— Directions —
Your output should be exactly the lines from the one containing "Serialize what can" through the final line of the records, both included, with every picture left out.

[Extracted data]

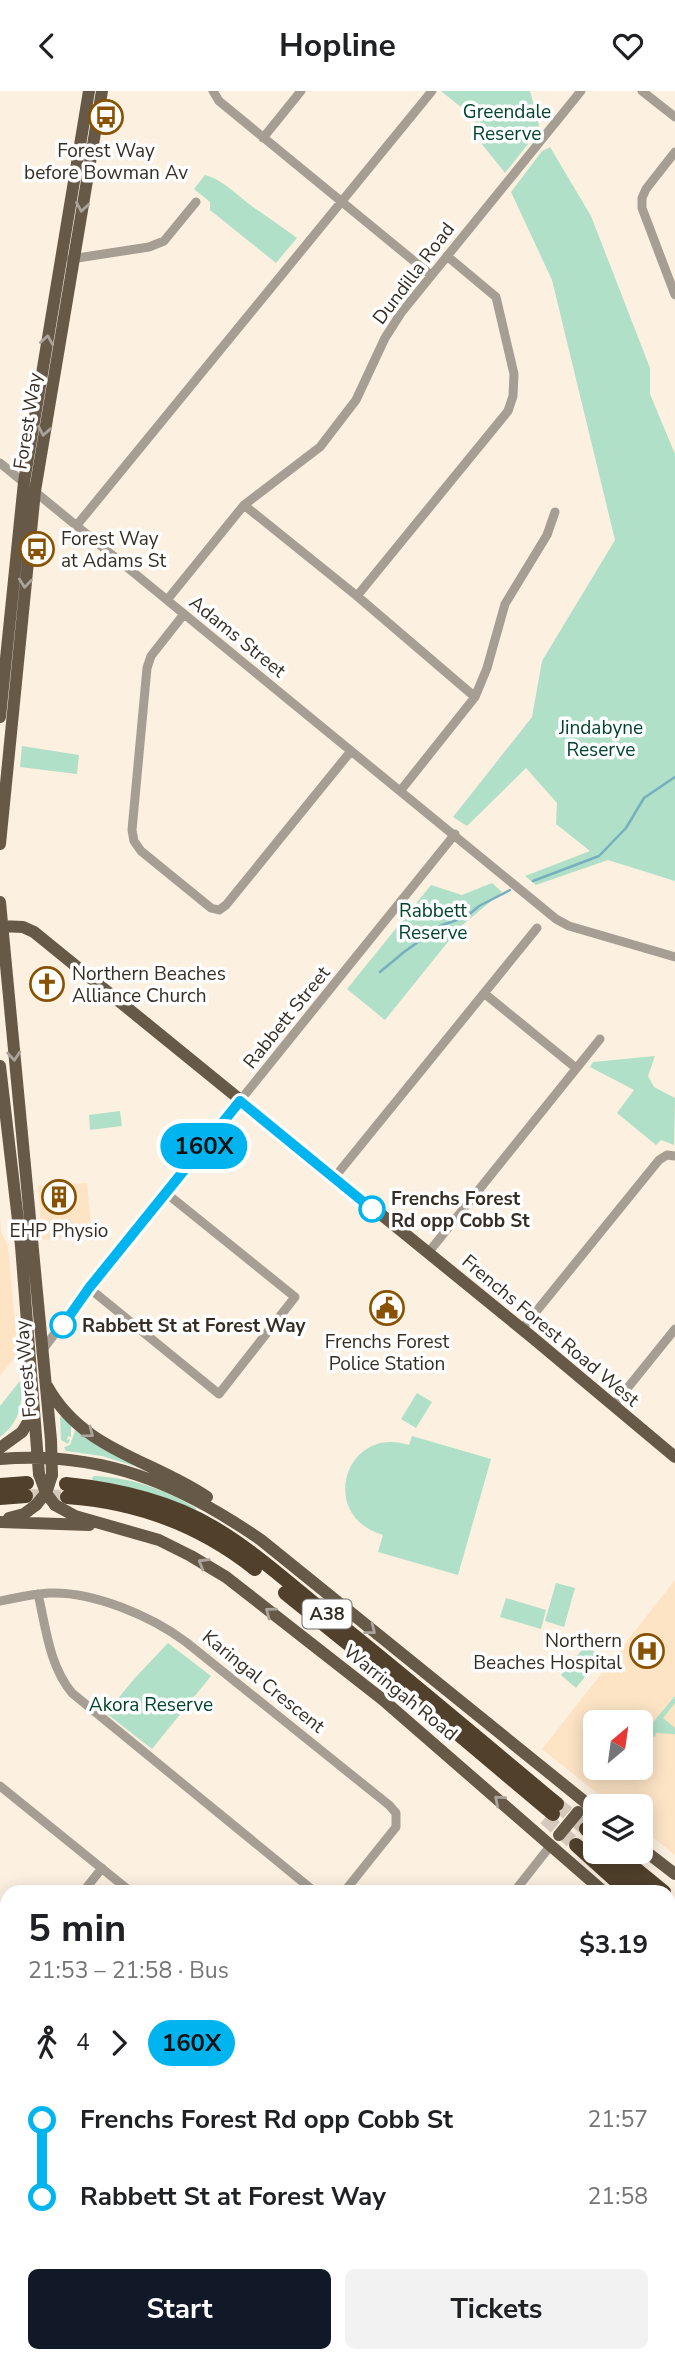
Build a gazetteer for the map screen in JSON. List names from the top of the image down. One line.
{"streets":{"highway":["A38","Warringah Road"],"main road":["Forest Way","Frenchs Forest Road West"],"street":["Dundilla Road","Adams Street","Rabbett Street","Karingal Crescent"]},"crossings":[["Dundilla Road","Adams Street"],["Forest Way","Adams Street"],["Forest Way","Rabbett Street"],["Forest Way","Frenchs Forest Road West"],["Forest Way","Warringah Road"],["Adams Street","Rabbett Street"],["Rabbett Street","Frenchs Forest Road West"],["A38","Warringah Road"]],"parks":["Greendale Reserve","Jindabyne Reserve","Rabbett Reserve","Akora Reserve"],"places":{"bus stop":["Forest Way before Bowman Av","Forest Way at Adams St"],"church":["Northern Beaches Alliance Church"],"building":["EHP Physio"],"other":["Frenchs Forest Rd opp Cobb St","Rabbett St at Forest Way"],"public building":["Frenchs Forest Police Station"],"hospital":["Northern Beaches Hospital"]},"lines":["bus line 160X"],"north":"top right","page":{"header":"Hopline","on_map":"160X","heading":["5 min","21:53 – 21:58 · Bus","$3.19"],"legs":["4","160X"],"list":[{"name":"Frenchs Forest Rd opp Cobb St","value":"21:57"},{"name":"Rabbett St at Forest Way","value":"21:58"}],"buttons":["Start","Tickets"]}}
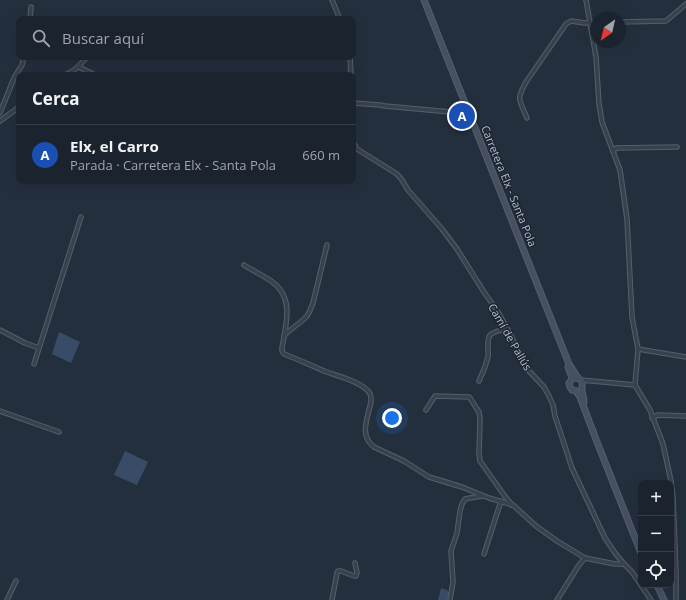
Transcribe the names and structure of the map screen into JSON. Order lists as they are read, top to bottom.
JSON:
{
  "streets": {
    "main road": ["Carretera Elx - Santa Pola"],
    "street": ["Camí de Pallús"]
  },
  "north": "bottom left",
  "page": {
    "search": "Buscar aquí",
    "heading": "Cerca",
    "pins": "A",
    "list": [
      {
        "mark": "A",
        "name": "Elx, el Carro",
        "note": "Parada · Carretera Elx - Santa Pola",
        "value": "660 m"
      }
    ],
    "map_buttons": ["+", "−"]
  }
}
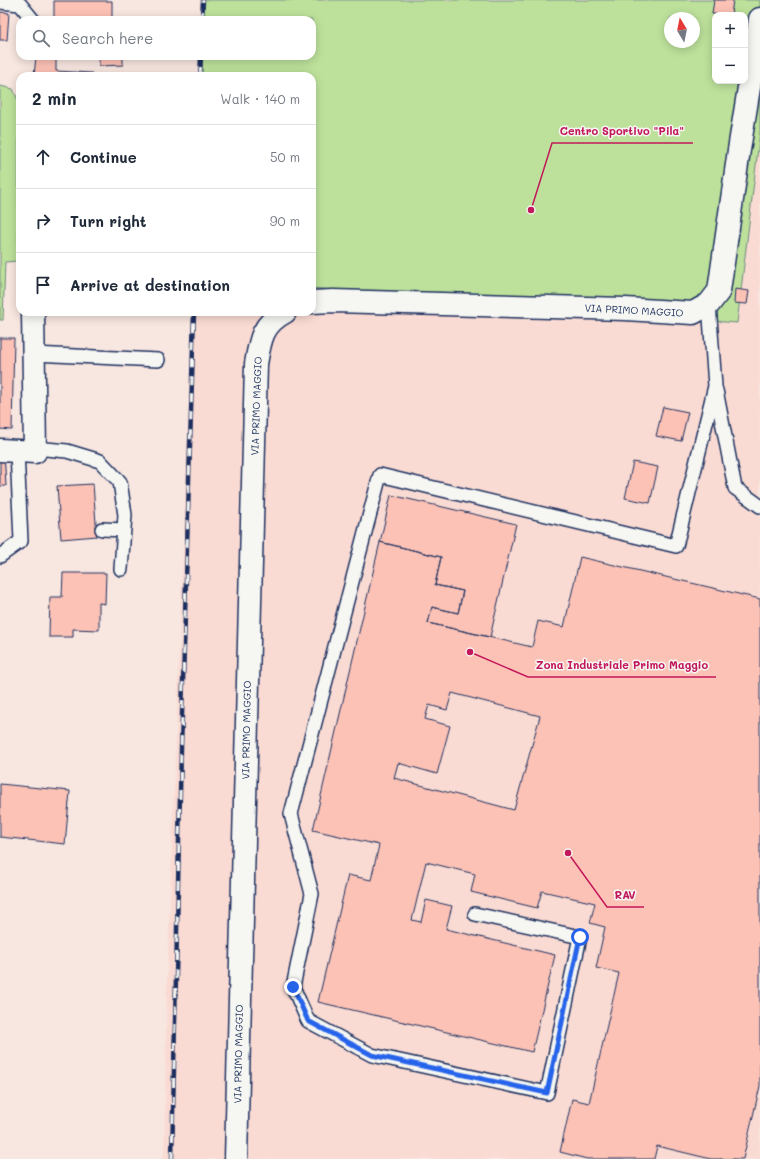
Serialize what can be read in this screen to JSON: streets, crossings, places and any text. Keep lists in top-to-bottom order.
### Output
{
  "streets": {
    "street": ["VIA PRIMO MAGGIO"]
  },
  "places": ["Centro Sportivo \"Pila\"", "Zona Industriale Primo Maggio", "RAV"],
  "north": "top",
  "page": {
    "map_buttons": ["+", "−"],
    "search": "Search here",
    "heading": ["2 min", "Walk · 140 m"],
    "list": [
      ["Continue", "50 m"],
      ["Turn right", "90 m"],
      "Arrive at destination"
    ]
  }
}
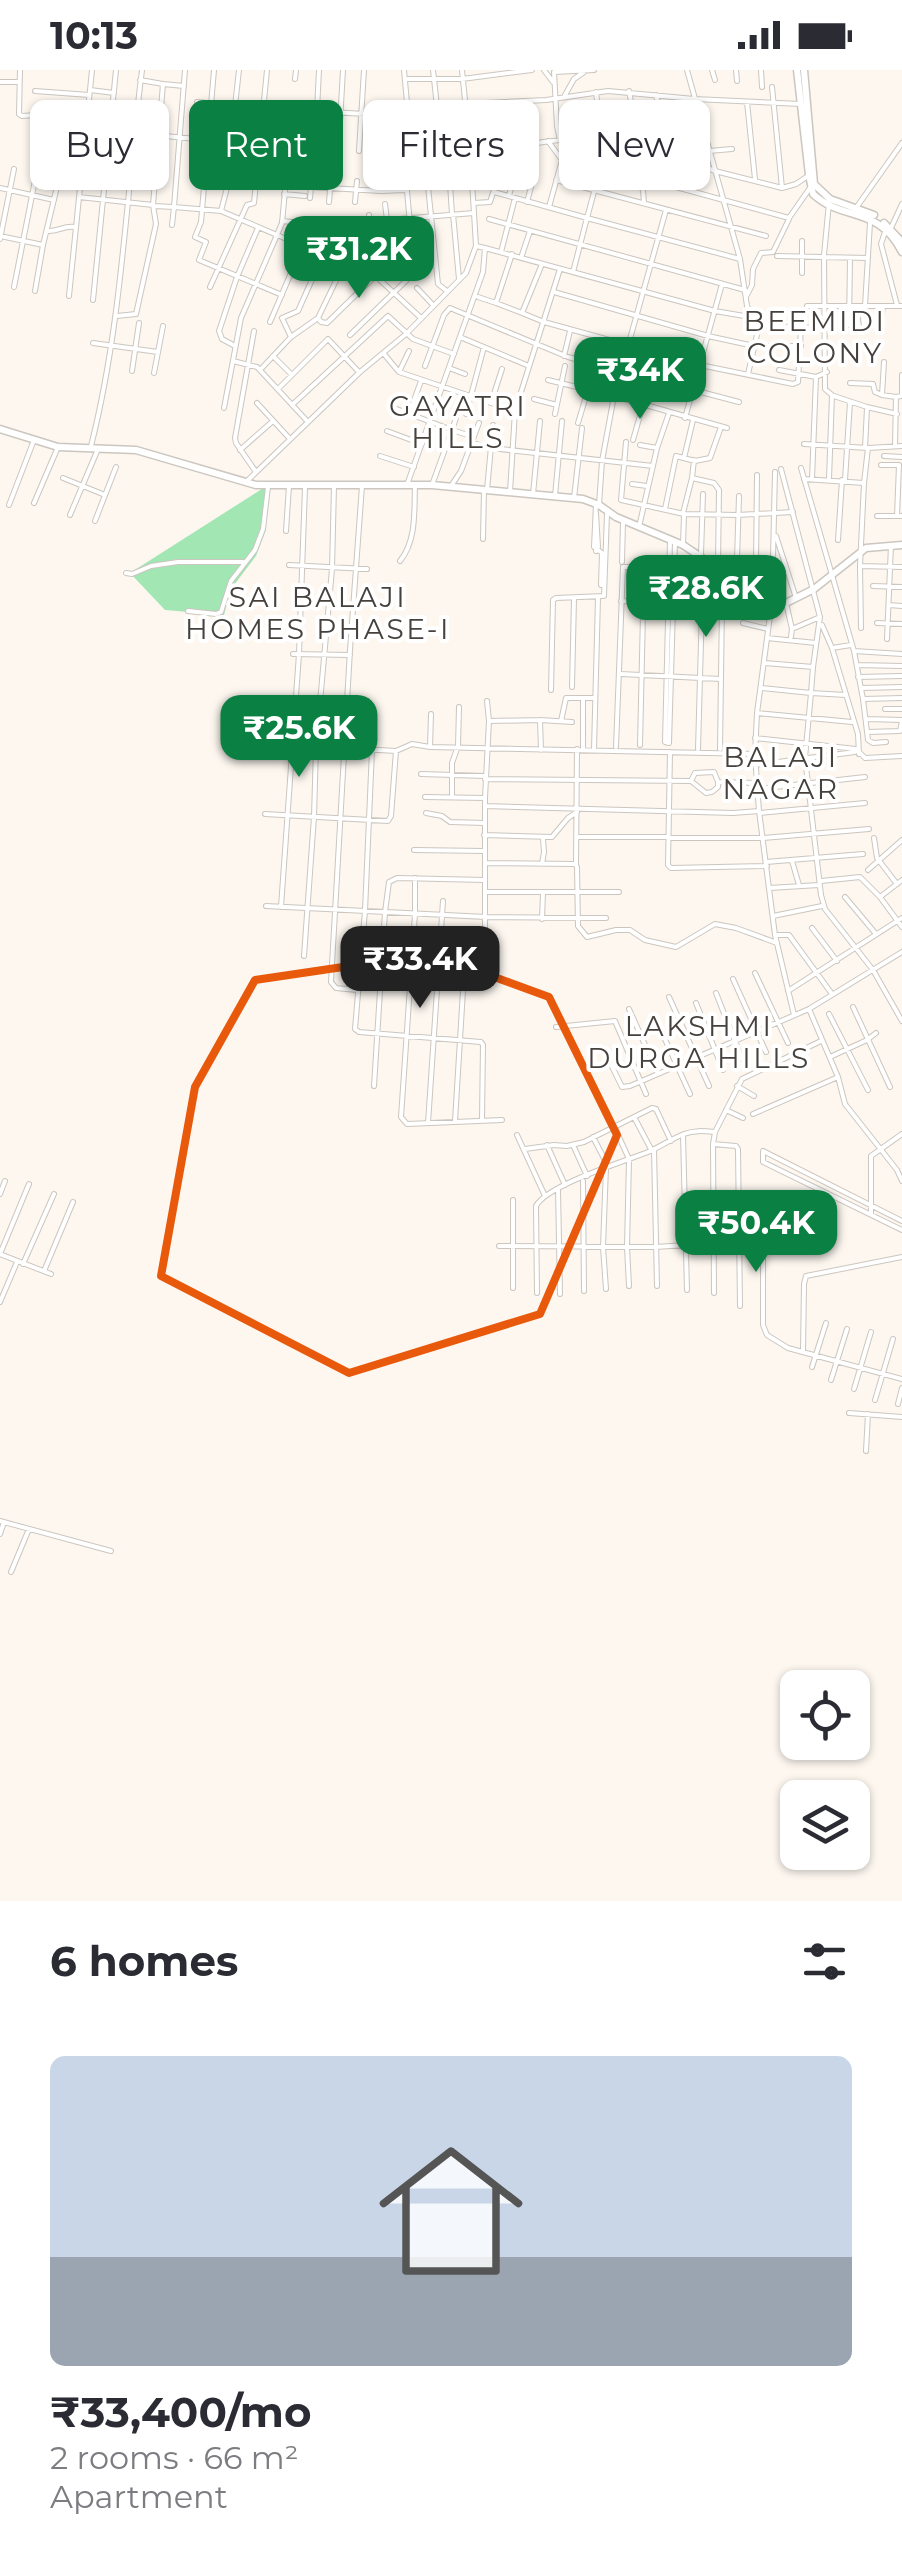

[/Extracted data]

— Response —
Serialize what can be read in this screen to JSON: streets, crossings, places and any text. Keep lists in top-to-bottom order.
### Output
{
  "streets": {
    "street": ["VIA PRIMO MAGGIO"]
  },
  "places": ["Centro Sportivo \"Pila\"", "Zona Industriale Primo Maggio", "RAV"],
  "north": "top",
  "page": {
    "map_buttons": ["+", "−"],
    "search": "Search here",
    "heading": ["2 min", "Walk · 140 m"],
    "list": [
      ["Continue", "50 m"],
      ["Turn right", "90 m"],
      "Arrive at destination"
    ]
  }
}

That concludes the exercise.